**THE TASK**
Starting at the first line of the entries below, please return exactly each line up to and including the one with "0 #d0bd9c) drop-shadow(-2px"; pictures stay out.
DATASET ENTRIES Start Marker
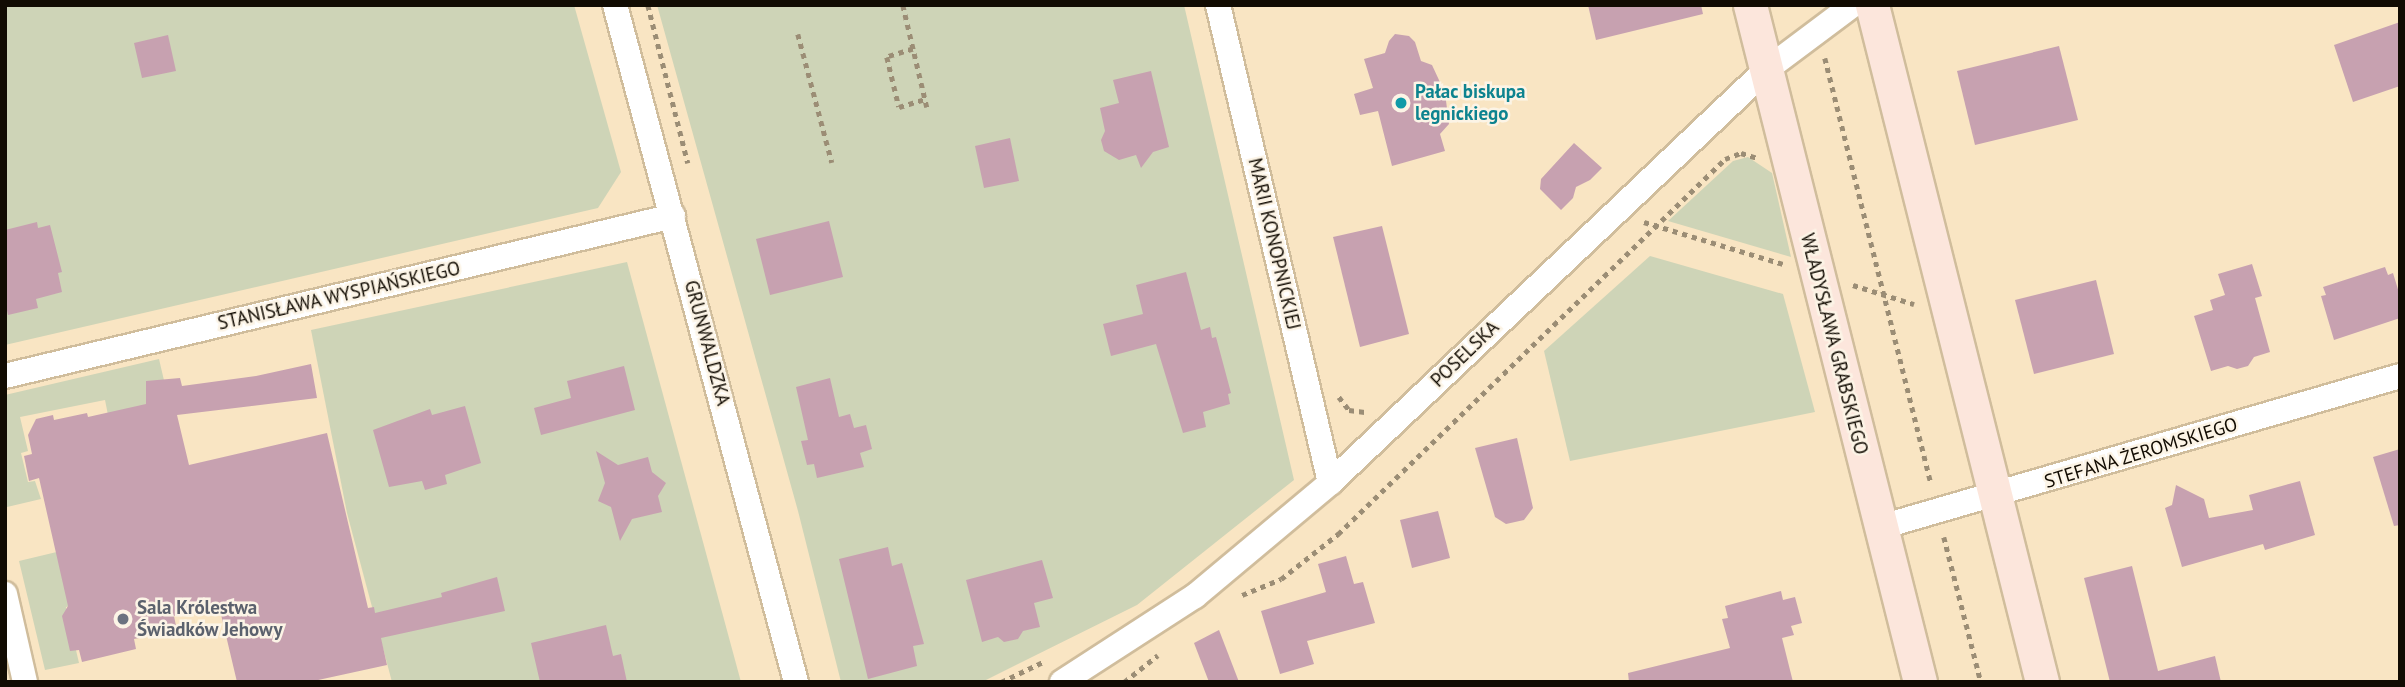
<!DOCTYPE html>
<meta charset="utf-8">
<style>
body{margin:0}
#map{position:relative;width:2405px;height:687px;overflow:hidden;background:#f9e5c3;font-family:"PT Sans",sans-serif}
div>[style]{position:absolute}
.green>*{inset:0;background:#ced4b7}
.building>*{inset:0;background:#c7a1b0}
.path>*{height:4.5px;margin-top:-2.25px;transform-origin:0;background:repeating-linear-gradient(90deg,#9b8d75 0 5px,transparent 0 10px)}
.roads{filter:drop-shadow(2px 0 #d0bd9c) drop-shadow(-2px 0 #d0bd9c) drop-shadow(0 2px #d0bd9c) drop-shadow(0 -2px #d0bd9c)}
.street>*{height:24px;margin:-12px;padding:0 12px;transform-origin:12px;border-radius:12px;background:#fff}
.secondary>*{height:33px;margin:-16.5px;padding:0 16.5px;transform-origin:16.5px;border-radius:16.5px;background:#fce6dc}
.dots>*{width:19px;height:19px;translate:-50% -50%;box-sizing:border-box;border:4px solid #fcf4e6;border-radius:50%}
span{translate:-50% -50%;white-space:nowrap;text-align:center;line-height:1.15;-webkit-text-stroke:5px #fcf4e6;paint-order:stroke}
.culture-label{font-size:19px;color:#0d838f;font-weight:700}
.left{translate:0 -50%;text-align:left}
.street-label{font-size:19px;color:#110b02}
.worship-label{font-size:19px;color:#5b616d;font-weight:700}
.frame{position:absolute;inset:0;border:7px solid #110b02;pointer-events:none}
</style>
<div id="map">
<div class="green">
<div style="clip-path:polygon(5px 5px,574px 5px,621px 172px,598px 208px,5px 345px)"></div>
<div style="clip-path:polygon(657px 5px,1184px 5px,1294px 480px,1137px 605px,982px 682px,841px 682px,798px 511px)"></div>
<div style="clip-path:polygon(1748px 157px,1772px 173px,1791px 257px,1668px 221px,1733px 161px)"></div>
<div style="clip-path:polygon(1650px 256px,1783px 294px,1815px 412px,1570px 461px,1544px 351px)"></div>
<div style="clip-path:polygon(627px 262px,741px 682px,392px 682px,347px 513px,311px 330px)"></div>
<div style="clip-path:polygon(159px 359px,184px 466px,121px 480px,105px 400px,20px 417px,28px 451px,21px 453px,28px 482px,35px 481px,41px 499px,7px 507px,5px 395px)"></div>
<div style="clip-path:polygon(220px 513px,161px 584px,66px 607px,79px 663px,45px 670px,19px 561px)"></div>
</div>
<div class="building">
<div style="clip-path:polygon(1588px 5px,1701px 5px,1703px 14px,1596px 40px)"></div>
<div style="clip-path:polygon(2400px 22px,2400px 86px,2353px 102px,2334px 45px)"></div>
<div style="clip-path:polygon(1395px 34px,1409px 36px,1415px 42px,1421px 61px,1432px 65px,1445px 93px,1449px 124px,1440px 134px,1445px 151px,1392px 166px,1378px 111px,1360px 115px,1354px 94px,1373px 88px,1364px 59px,1385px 53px,1389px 41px)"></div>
<div style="clip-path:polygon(168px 35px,176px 71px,142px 78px,134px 43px)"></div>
<div style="clip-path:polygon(2059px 46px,2078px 120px,1975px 145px,1957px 71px)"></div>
<div style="clip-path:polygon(1151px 71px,1169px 147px,1153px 152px,1141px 168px,1136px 155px,1119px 160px,1104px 151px,1101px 140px,1105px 131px,1100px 108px,1119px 103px,1113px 80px)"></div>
<div style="clip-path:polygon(1010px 138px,1019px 181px,984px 188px,975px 146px)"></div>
<div style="clip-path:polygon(1574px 143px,1602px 168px,1590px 180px,1576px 187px,1573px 198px,1561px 210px,1540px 189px,1541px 179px)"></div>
<div style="clip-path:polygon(829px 221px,843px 277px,770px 295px,756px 239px)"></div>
<div style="clip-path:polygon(37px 222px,38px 228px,50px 225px,62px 272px,58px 273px,62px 292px,36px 299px,38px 308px,8px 315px,5px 302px,5px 230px)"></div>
<div style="clip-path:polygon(1382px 226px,1409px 334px,1360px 347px,1333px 237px)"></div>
<div style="clip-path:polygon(2252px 264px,2262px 296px,2255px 298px,2270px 352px,2254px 357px,2248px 366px,2237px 369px,2228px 366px,2211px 371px,2194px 316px,2213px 310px,2210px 300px,2225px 295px,2218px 274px)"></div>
<div style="clip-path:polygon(2385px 267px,2388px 275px,2393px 273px,2400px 296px,2400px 318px,2334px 340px,2321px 296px,2326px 295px,2323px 287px)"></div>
<div style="clip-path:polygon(1186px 272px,1201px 330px,1210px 327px,1212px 338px,1216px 337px,1231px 393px,1228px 394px,1230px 404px,1203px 412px,1206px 427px,1183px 433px,1156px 344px,1111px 356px,1103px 324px,1143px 314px,1136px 285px)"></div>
<div style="clip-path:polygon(2096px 280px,2114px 354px,2034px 374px,2015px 300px)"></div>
<div style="clip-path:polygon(311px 364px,317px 398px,177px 415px,189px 465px,327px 433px,368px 608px,374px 607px,375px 613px,442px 597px,441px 593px,497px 577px,505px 611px,381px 638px,387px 665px,309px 682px,237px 682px,219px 606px,174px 616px,176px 626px,138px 634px,139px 638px,134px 639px,136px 649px,82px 662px,79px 650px,70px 651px,62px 616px,68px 606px,39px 478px,29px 481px,24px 456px,32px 454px,28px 435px,36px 419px,53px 415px,54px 420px,87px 413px,88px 417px,146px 404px,146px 381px,180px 378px,182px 386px,256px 376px)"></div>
<div style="clip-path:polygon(624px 366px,635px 410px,541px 435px,534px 408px,571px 398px,567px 381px)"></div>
<div style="clip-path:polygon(830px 378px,839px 417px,850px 414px,854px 428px,866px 425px,872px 449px,860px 453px,864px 467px,817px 478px,814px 464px,807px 465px,801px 441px,808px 440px,796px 387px)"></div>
<div style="clip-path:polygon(465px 406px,481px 463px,445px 475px,447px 484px,425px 490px,422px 481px,389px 487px,373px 430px,430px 409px,432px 415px)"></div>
<div style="clip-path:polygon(1517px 438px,1533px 508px,1524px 520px,1506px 524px,1495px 517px,1475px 448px)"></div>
<div style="clip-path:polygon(2400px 449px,2400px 525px,2394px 526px,2373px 457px)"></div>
<div style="clip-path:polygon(596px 451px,618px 465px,648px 457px,652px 472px,666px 483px,658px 496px,662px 512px,632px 519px,620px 541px,611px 507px,598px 501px,605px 483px)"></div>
<div style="clip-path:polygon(2300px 481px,2315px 535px,2265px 550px,2263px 544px,2182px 567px,2165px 508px,2172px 505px,2176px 485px,2204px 499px,2209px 518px,2253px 510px,2249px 495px)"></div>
<div style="clip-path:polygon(1438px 511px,1450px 558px,1412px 568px,1400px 520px)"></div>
<div style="clip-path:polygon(888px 547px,892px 566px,902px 563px,924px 644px,913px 646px,917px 666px,868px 679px,839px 559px)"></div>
<div style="clip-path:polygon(1346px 556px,1354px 584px,1363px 582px,1375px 623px,1307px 641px,1314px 664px,1280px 674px,1261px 611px,1326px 592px,1318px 564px)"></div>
<div style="clip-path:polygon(1042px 560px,1053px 598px,1034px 603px,1040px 627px,1023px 631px,1018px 639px,1004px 642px,998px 637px,982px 642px,966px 580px)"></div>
<div style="clip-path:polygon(2132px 566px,2158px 671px,2215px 656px,2221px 682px,2110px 682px,2084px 578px)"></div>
<div style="clip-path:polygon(1781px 591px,1783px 600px,1795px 597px,1802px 623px,1791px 626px,1794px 635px,1782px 638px,1793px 682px,1629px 682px,1628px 673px,1730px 648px,1722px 619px,1728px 618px,1725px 606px)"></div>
<div style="clip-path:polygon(606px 625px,613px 656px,621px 654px,627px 682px,540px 682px,531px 643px)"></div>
<div style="clip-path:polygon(1219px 630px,1239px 682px,1209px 682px,1194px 643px)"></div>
</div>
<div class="path">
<div style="left:648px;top:5px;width:163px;rotate:75.8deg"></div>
<div style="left:903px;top:5px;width:105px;rotate:76.8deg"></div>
<div style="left:798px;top:34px;width:133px;rotate:75.2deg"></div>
<div style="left:913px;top:49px;width:27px;rotate:163deg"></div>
<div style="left:887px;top:57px;width:51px;rotate:76.5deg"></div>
<div style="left:899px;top:107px;width:27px;rotate:-17deg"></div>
<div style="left:1825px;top:58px;width:439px;rotate:76deg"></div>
<div style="left:1644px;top:222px;width:145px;rotate:16.8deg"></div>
<div style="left:1853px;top:285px;width:64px;rotate:17.3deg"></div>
<div style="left:1339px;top:397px;width:16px;rotate:52deg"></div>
<div style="left:1349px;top:410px;width:16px;rotate:7deg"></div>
<div style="left:1944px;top:537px;width:150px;rotate:75.7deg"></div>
<div style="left:1242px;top:595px;width:42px;rotate:-22.3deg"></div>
<div style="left:1281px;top:579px;width:73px;rotate:-38.3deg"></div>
<div style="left:1338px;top:534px;width:539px;rotate:-44.1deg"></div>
<div style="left:1725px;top:159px;width:17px;rotate:-21deg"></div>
<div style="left:1741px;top:153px;width:17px;rotate:17deg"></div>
<div style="left:1001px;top:682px;width:47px;rotate:-25.5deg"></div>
<div style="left:1124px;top:682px;width:43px;rotate:-38.5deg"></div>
</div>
<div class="roads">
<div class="street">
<div style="left:615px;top:5px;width:701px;rotate:75.03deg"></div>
<div style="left:1218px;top:5px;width:491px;rotate:76.8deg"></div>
<div style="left:5px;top:376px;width:687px;rotate:-13.47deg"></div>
<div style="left:1881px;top:527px;width:541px;rotate:-16.22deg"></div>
<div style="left:5px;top:594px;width:90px;rotate:77.2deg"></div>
<div style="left:1062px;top:682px;width:158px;rotate:-32.9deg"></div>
<div style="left:1195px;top:596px;width:176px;rotate:-39.9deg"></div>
<div style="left:1330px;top:483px;width:601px;rotate:-43.45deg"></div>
<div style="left:1766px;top:70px;width:109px;rotate:-36.8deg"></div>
</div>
<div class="secondary">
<div style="left:1750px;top:5px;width:698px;rotate:75.9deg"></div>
<div style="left:1872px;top:5px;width:698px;rotate:75.9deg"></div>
</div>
</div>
<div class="dots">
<div style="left:1401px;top:103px;background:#0f9aa8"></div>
<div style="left:123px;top:619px;background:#6b7280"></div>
</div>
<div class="culture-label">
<span class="left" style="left:1415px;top:103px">Pałac biskupa<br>legnickiego</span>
</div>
<div class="street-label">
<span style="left:1274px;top:244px;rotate:77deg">MARII KONOPNICKIEJ</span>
<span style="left:339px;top:296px;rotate:-13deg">STANISŁAWA WYSPIAŃSKIEGO</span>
<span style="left:707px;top:343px;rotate:75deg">GRUNWALDZKA</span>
<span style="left:1834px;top:344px;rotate:76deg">WŁADYSŁAWA GRABSKIEGO</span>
<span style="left:1465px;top:354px;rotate:-44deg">POSELSKA</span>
<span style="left:2141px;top:453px;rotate:-17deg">STEFANA ŻEROMSKIEGO</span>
</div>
<div class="worship-label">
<span class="left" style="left:137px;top:619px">Sala Królestwa<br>Świadków Jehowy</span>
</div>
<div class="frame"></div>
</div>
DATASET ENTRIES End Marker
**OUTPUT OF THE TASK**
<!DOCTYPE html>
<meta charset="utf-8">
<style>
body{margin:0}
#map{position:relative;width:2405px;height:687px;overflow:hidden;background:#f9e5c3;font-family:"PT Sans",sans-serif}
div>[style]{position:absolute}
.green>*{inset:0;background:#ced4b7}
.building>*{inset:0;background:#c7a1b0}
.path>*{height:4.5px;margin-top:-2.25px;transform-origin:0;background:repeating-linear-gradient(90deg,#9b8d75 0 5px,transparent 0 10px)}
.roads{filter:drop-shadow(2px 0 #d0bd9c) drop-shadow(-2px 0 #d0bd9c) drop-shadow(0 2px #d0bd9c) drop-shadow(0 -2px #d0bd9c)}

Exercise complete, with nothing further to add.